== Given records ==
Start of Block

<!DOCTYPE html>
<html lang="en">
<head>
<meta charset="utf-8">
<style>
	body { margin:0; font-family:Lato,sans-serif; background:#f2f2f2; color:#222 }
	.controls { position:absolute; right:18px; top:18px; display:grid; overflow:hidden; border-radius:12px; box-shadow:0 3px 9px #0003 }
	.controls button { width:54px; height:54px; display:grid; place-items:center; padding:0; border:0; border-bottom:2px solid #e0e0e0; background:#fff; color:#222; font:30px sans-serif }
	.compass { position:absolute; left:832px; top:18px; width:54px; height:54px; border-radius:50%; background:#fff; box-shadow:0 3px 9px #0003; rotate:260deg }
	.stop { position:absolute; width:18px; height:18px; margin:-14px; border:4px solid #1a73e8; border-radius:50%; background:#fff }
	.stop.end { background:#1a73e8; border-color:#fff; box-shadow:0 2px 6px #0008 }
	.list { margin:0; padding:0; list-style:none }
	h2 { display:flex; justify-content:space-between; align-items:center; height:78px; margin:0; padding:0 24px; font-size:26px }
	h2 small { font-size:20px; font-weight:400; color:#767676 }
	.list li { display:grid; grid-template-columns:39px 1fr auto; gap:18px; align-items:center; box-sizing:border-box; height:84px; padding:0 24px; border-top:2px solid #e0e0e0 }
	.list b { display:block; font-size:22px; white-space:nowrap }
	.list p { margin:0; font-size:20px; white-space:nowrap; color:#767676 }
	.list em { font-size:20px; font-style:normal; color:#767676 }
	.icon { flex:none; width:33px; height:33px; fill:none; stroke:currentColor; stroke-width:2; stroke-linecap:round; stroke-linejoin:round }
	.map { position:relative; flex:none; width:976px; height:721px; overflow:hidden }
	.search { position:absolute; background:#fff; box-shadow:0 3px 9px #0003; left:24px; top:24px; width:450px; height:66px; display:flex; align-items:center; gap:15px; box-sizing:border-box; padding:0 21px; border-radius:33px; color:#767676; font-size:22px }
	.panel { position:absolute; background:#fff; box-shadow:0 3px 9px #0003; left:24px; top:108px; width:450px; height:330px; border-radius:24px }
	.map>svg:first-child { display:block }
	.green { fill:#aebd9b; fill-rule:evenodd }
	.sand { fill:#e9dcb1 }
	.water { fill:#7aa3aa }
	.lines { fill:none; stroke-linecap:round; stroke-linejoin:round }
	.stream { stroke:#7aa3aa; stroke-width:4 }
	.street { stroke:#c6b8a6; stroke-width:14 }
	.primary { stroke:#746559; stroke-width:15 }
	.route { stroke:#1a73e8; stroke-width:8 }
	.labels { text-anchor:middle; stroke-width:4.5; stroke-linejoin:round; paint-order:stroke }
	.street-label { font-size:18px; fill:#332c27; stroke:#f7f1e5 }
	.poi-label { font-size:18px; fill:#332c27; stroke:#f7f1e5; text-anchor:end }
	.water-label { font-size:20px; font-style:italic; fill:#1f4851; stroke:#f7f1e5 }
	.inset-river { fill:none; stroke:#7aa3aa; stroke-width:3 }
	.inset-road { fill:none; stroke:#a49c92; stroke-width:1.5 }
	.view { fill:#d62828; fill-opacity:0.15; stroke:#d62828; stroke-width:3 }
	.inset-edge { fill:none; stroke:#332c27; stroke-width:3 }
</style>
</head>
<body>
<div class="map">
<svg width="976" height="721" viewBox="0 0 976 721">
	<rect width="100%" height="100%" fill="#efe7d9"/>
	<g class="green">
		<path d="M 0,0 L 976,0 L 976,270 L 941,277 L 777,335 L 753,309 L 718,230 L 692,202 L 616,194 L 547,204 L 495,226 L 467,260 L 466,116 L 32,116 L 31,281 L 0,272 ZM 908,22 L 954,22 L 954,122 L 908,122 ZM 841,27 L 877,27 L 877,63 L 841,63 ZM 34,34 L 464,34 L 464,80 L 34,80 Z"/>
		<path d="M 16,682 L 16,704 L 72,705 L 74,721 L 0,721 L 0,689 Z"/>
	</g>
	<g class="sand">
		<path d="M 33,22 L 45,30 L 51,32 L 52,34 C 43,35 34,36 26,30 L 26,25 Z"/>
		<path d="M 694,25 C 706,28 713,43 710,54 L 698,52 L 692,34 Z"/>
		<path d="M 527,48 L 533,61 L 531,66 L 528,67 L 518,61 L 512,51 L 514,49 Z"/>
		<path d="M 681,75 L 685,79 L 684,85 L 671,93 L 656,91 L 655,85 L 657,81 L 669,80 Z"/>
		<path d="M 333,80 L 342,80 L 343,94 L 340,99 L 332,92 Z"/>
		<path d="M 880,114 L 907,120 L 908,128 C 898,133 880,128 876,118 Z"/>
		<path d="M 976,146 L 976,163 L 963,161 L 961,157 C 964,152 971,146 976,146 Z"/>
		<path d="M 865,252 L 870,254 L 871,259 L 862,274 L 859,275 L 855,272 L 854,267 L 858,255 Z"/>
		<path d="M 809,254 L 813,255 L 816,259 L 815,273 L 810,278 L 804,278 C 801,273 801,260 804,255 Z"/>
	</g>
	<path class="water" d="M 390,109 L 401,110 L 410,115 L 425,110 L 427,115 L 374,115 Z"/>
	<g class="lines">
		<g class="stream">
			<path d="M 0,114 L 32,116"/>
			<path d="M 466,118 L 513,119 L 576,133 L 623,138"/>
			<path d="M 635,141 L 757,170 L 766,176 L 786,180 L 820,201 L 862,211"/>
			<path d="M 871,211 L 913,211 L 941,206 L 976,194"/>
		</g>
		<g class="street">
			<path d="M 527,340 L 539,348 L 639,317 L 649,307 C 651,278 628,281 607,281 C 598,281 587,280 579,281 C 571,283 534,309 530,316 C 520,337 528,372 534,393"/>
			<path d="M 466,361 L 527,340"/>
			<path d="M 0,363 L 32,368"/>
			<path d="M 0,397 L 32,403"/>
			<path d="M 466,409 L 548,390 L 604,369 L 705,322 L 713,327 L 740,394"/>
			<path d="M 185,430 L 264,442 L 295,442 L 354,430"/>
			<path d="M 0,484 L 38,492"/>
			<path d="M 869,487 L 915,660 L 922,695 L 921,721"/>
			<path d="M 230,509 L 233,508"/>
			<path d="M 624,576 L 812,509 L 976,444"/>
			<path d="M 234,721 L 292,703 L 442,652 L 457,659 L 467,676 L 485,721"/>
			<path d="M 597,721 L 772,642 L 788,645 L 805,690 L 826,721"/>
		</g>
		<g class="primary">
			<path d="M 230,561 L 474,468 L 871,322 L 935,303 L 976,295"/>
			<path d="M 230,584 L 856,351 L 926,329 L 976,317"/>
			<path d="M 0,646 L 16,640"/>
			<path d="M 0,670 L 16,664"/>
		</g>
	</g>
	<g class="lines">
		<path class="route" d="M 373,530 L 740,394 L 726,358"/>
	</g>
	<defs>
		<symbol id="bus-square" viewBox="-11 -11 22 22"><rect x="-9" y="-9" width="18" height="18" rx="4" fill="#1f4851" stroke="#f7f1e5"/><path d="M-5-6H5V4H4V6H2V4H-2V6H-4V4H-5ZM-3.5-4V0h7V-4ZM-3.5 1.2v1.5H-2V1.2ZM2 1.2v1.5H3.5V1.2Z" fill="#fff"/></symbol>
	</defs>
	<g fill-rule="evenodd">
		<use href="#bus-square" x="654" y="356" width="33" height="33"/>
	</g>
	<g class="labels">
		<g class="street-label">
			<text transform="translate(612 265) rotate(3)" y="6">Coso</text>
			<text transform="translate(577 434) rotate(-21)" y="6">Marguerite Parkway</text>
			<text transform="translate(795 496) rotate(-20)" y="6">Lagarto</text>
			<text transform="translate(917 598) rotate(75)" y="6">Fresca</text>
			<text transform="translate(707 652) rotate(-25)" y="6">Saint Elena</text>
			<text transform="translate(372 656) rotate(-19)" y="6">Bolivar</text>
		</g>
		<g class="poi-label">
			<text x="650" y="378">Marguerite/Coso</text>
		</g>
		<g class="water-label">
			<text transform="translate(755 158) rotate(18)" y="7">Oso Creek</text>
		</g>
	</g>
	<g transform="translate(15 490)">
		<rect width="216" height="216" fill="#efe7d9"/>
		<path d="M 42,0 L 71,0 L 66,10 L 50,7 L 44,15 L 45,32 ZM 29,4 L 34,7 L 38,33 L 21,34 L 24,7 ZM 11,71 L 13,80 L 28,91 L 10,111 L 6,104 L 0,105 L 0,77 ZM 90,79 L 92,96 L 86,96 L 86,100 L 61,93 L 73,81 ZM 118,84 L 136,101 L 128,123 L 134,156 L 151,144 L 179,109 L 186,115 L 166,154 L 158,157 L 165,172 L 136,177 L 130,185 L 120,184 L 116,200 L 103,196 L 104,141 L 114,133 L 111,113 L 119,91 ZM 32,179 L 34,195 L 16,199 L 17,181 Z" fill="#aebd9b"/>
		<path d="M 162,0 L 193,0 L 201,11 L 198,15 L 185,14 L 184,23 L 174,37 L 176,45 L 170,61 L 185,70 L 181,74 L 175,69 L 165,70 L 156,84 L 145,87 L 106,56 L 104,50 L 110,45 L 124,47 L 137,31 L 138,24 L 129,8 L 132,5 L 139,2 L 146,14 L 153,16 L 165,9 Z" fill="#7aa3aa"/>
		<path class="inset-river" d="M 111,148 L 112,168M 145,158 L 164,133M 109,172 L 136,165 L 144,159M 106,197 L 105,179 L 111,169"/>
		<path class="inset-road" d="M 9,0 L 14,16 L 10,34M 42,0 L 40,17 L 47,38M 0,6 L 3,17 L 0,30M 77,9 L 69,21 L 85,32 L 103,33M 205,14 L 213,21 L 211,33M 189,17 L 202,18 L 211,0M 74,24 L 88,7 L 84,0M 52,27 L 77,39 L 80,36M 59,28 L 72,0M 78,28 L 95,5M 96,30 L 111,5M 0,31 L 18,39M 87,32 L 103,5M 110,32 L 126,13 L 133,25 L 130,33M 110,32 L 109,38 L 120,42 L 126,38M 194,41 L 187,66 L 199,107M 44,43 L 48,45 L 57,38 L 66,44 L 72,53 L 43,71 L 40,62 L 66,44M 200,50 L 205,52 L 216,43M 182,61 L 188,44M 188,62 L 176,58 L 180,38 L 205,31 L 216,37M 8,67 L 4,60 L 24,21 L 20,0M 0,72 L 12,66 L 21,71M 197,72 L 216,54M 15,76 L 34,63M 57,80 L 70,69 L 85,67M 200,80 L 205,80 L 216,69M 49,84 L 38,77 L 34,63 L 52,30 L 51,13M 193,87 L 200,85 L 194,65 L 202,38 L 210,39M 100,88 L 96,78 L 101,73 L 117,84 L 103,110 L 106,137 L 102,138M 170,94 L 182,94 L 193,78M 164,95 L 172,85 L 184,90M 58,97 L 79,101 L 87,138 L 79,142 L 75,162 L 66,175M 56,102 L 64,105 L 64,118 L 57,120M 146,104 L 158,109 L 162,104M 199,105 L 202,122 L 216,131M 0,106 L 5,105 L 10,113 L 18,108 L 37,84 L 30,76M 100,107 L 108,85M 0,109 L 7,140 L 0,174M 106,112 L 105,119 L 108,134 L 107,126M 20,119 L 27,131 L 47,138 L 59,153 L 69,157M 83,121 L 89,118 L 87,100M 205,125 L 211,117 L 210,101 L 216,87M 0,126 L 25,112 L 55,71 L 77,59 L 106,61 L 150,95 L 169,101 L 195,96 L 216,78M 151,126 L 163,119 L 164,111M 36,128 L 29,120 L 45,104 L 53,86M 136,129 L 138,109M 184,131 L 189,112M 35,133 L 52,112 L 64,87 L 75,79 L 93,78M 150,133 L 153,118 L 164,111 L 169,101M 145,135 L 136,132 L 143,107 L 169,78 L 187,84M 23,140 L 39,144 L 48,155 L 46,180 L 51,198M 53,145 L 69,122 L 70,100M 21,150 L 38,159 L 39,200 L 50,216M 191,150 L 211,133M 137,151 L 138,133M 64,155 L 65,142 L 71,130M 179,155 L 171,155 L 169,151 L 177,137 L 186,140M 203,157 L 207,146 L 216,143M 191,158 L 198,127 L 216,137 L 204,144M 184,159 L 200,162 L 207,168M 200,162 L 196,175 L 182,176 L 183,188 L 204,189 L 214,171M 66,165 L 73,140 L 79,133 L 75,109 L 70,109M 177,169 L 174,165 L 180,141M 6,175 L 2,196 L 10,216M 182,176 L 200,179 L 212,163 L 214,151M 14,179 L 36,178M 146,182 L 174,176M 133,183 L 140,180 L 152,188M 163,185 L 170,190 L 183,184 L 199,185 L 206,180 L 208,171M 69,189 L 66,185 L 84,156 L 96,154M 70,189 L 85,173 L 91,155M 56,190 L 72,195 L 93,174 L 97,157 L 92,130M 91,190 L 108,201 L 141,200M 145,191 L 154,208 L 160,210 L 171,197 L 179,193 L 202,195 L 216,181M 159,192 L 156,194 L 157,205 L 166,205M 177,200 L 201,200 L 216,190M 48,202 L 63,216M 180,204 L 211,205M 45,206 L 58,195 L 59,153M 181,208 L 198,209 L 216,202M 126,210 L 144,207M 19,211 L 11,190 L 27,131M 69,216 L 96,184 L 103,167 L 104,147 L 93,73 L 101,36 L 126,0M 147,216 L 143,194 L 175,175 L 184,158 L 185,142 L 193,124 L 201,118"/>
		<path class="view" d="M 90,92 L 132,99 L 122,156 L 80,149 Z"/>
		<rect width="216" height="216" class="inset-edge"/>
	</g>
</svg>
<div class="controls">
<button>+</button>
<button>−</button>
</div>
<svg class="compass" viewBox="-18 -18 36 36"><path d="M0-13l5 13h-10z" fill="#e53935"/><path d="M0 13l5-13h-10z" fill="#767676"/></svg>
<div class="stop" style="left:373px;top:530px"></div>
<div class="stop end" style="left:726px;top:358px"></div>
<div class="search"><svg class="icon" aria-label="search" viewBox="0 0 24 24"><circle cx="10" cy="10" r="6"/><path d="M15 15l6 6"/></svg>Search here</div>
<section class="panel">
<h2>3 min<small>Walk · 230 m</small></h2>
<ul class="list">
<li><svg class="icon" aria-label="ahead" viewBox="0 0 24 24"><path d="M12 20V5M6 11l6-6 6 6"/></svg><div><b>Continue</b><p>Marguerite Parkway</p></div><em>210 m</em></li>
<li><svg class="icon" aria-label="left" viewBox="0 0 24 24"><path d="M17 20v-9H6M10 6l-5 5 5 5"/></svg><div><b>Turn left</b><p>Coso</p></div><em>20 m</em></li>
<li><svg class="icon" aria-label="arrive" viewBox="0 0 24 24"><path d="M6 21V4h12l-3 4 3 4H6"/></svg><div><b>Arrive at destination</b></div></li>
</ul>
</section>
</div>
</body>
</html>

End of Block

Using the entries, state how many of their lines hold "compass"; give the number and no more.

== Result of this exercise ==
2